## WHAT THIS TASK INVOLVES
Among the entries that follow, some lines contain the word "turn". Show all of them.
### RECORDS FOR THIS EXERCISE
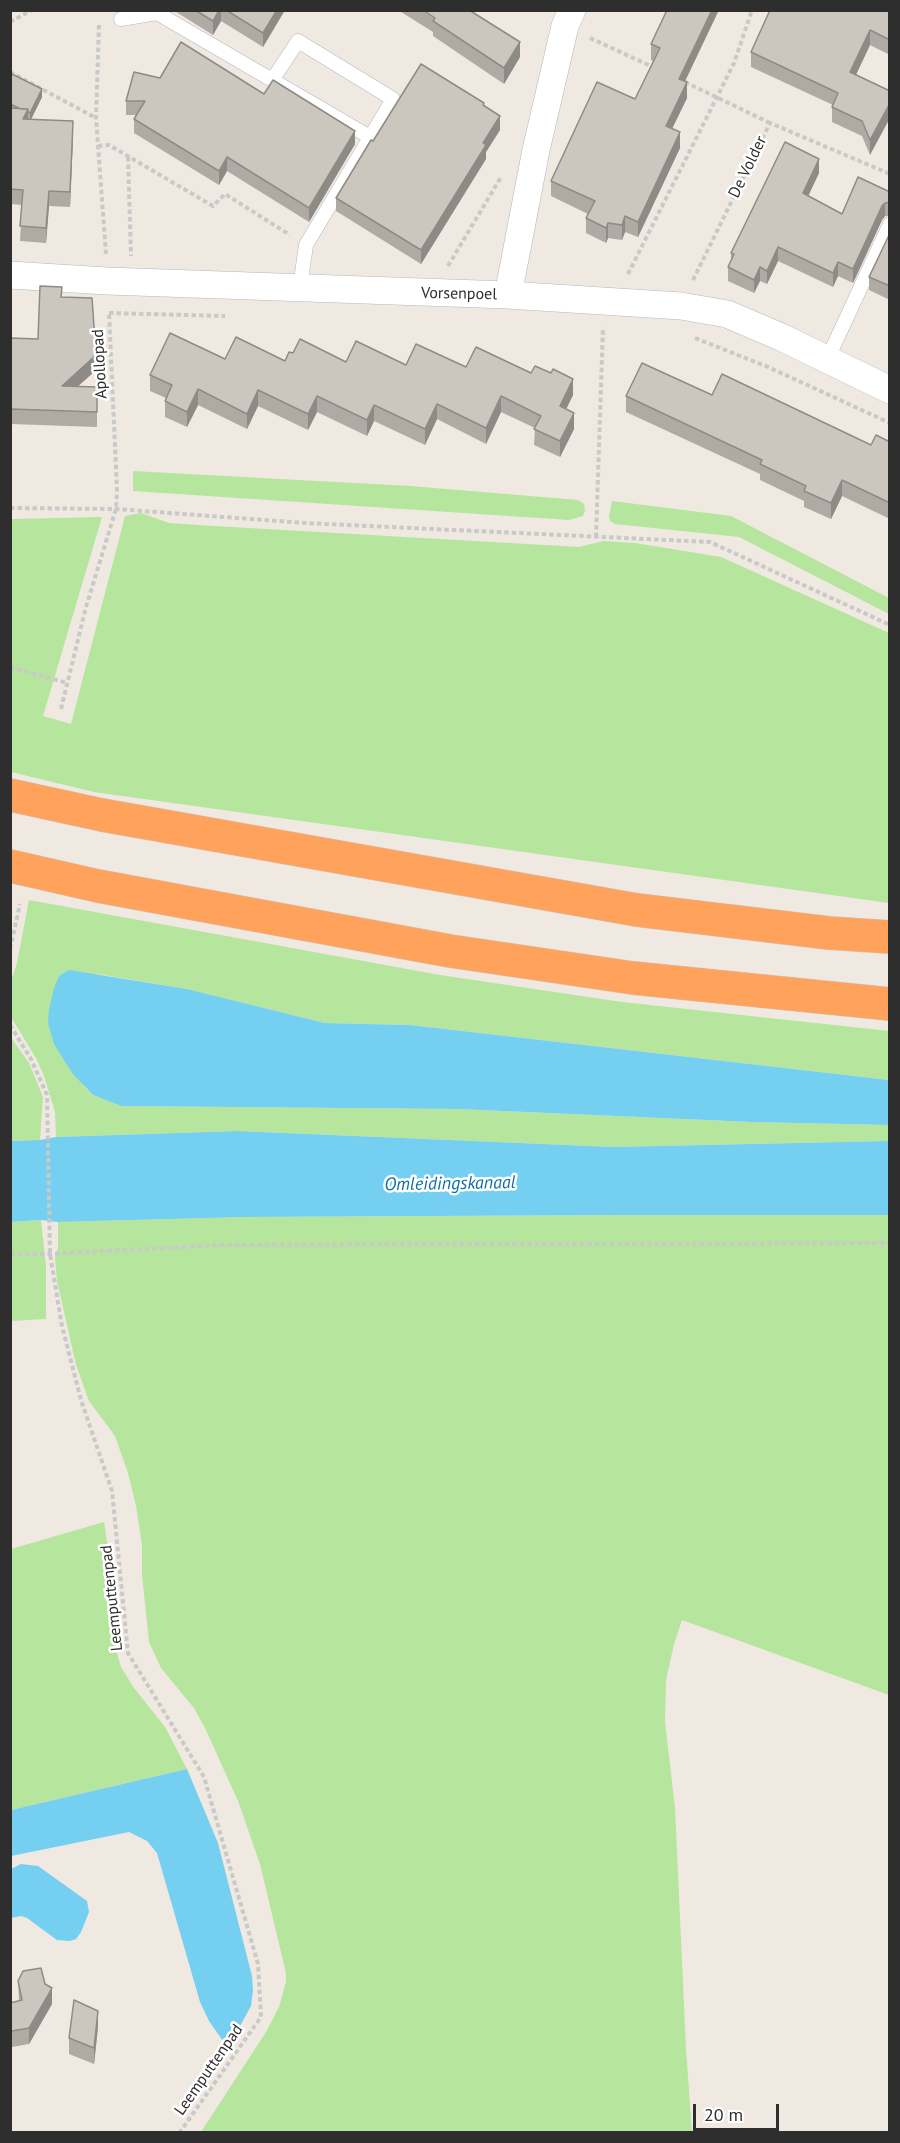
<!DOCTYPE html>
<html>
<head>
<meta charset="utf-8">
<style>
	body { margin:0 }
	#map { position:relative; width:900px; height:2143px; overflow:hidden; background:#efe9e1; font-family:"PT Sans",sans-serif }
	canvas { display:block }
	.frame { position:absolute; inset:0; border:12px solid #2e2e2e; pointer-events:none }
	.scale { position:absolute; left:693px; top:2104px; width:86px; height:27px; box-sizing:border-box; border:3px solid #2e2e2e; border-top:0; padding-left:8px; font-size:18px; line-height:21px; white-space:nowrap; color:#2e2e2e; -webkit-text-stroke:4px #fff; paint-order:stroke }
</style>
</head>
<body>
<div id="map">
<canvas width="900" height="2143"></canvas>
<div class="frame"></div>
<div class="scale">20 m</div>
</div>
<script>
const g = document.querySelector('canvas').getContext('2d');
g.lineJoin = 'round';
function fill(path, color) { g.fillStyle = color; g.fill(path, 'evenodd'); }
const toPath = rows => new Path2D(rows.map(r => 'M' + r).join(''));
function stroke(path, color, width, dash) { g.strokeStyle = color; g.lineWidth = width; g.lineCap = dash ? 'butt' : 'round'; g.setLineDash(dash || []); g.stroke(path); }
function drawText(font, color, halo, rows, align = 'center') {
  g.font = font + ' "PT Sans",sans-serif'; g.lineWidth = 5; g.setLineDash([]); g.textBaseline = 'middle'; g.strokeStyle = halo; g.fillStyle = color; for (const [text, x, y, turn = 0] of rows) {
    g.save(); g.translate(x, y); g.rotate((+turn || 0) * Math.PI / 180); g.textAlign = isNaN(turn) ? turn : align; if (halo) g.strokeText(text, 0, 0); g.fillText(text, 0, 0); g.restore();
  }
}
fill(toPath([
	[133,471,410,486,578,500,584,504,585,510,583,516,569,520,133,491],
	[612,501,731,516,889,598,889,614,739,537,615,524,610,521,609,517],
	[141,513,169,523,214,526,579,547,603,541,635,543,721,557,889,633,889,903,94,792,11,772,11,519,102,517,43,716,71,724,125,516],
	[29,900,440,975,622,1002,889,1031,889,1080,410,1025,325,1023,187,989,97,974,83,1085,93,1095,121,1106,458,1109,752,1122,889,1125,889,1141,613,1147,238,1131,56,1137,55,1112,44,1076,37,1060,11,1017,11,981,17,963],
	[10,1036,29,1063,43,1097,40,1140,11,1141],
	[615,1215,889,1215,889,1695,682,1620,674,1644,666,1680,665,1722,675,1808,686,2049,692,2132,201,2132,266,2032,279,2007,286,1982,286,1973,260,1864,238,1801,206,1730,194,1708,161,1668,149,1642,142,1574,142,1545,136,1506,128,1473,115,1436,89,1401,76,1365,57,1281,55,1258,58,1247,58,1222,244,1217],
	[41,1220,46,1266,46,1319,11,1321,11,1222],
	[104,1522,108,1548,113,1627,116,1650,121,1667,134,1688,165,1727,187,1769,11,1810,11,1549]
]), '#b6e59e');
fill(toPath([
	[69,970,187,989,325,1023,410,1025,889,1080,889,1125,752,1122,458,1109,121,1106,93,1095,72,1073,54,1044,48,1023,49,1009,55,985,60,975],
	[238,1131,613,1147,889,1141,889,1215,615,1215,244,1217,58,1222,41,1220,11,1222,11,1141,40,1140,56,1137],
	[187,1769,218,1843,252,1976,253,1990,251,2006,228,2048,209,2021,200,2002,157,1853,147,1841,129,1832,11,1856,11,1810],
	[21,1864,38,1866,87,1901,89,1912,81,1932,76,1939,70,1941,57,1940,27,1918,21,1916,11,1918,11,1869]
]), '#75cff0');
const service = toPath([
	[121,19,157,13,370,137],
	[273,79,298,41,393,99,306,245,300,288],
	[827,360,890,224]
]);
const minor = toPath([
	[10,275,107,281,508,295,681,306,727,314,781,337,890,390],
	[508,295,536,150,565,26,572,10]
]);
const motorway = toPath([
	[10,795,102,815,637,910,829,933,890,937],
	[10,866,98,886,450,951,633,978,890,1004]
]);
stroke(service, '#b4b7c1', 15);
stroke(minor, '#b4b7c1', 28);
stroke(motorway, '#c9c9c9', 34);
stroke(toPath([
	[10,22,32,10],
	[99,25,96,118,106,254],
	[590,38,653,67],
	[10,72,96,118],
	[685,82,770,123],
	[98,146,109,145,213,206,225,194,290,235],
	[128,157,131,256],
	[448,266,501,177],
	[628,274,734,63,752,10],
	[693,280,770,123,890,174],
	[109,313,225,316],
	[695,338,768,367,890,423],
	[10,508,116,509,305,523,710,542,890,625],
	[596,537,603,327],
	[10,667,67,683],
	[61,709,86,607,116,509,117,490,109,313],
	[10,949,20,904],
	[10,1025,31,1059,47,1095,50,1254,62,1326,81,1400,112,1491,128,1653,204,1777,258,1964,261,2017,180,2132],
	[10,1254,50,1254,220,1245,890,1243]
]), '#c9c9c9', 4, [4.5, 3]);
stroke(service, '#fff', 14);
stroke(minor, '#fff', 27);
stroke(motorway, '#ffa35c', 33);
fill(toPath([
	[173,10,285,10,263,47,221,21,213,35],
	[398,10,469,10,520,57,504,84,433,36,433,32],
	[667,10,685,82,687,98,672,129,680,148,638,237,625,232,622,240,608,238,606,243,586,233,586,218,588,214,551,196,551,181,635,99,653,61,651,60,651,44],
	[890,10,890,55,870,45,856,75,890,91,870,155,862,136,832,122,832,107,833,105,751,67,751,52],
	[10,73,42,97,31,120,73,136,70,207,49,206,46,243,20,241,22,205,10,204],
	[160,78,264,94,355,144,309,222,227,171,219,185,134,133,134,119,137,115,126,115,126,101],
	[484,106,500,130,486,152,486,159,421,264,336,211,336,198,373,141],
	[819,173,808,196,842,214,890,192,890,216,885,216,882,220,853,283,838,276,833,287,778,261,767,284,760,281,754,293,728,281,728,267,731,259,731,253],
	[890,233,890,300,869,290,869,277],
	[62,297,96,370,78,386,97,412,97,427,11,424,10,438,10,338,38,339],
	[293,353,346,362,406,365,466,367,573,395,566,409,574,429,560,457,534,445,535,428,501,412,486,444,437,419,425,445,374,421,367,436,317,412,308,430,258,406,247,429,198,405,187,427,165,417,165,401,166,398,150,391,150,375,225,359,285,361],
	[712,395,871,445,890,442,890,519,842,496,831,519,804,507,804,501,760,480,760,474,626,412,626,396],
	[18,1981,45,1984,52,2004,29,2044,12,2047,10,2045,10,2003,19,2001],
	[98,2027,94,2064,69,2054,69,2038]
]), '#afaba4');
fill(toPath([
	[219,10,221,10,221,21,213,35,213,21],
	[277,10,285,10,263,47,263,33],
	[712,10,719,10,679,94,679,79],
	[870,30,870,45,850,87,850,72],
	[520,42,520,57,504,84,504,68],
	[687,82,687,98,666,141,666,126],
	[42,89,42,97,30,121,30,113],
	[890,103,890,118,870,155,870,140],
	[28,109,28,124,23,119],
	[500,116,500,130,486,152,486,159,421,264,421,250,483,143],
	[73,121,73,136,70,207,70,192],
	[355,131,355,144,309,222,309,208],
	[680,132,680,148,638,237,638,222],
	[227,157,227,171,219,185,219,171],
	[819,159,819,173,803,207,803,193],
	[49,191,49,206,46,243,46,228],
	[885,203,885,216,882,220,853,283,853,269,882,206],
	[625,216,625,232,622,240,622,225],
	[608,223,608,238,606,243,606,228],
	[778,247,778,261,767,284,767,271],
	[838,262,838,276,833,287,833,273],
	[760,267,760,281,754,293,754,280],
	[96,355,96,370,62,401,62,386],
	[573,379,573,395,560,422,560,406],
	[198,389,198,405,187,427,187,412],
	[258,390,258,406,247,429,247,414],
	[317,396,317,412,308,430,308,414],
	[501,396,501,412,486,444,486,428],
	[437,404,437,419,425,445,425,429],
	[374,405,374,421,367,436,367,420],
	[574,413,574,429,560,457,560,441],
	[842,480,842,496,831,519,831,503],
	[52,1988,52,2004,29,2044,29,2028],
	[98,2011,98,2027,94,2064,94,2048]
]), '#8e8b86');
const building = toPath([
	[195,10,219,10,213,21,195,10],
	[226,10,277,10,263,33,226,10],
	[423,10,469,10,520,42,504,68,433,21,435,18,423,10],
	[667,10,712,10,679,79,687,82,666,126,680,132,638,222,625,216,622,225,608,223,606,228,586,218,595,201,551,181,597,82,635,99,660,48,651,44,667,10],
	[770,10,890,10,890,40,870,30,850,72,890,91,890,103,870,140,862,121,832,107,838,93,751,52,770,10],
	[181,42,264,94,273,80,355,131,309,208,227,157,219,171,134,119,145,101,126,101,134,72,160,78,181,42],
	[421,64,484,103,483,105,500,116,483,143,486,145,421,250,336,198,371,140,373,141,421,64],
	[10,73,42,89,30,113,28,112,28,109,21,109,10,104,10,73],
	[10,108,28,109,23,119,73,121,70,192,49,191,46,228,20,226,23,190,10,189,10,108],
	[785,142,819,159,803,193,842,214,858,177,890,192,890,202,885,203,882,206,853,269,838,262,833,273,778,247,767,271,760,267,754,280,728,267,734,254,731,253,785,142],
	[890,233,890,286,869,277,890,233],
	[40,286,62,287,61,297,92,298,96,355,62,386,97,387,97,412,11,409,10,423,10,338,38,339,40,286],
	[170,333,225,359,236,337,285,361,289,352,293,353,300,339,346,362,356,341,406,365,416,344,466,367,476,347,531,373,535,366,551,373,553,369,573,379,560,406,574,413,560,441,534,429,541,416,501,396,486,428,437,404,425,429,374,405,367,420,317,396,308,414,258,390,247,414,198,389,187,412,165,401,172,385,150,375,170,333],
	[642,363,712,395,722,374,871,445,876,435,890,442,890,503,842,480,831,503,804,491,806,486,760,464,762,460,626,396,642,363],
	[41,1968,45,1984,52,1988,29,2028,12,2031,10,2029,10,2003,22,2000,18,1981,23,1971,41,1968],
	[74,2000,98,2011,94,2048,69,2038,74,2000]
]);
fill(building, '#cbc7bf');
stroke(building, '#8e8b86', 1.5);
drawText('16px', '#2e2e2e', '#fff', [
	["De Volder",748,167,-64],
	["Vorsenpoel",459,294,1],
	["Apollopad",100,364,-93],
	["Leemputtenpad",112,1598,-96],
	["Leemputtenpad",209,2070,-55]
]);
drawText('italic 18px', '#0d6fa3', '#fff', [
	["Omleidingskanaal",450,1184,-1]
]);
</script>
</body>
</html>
######
## YOUR SOLUTION
  g.font = font + ' "PT Sans",sans-serif'; g.lineWidth = 5; g.setLineDash([]); g.textBaseline = 'middle'; g.strokeStyle = halo; g.fillStyle = color; for (const [text, x, y, turn = 0] of rows) {
    g.save(); g.translate(x, y); g.rotate((+turn || 0) * Math.PI / 180); g.textAlign = isNaN(turn) ? turn : align; if (halo) g.strokeText(text, 0, 0); g.fillText(text, 0, 0); g.restore();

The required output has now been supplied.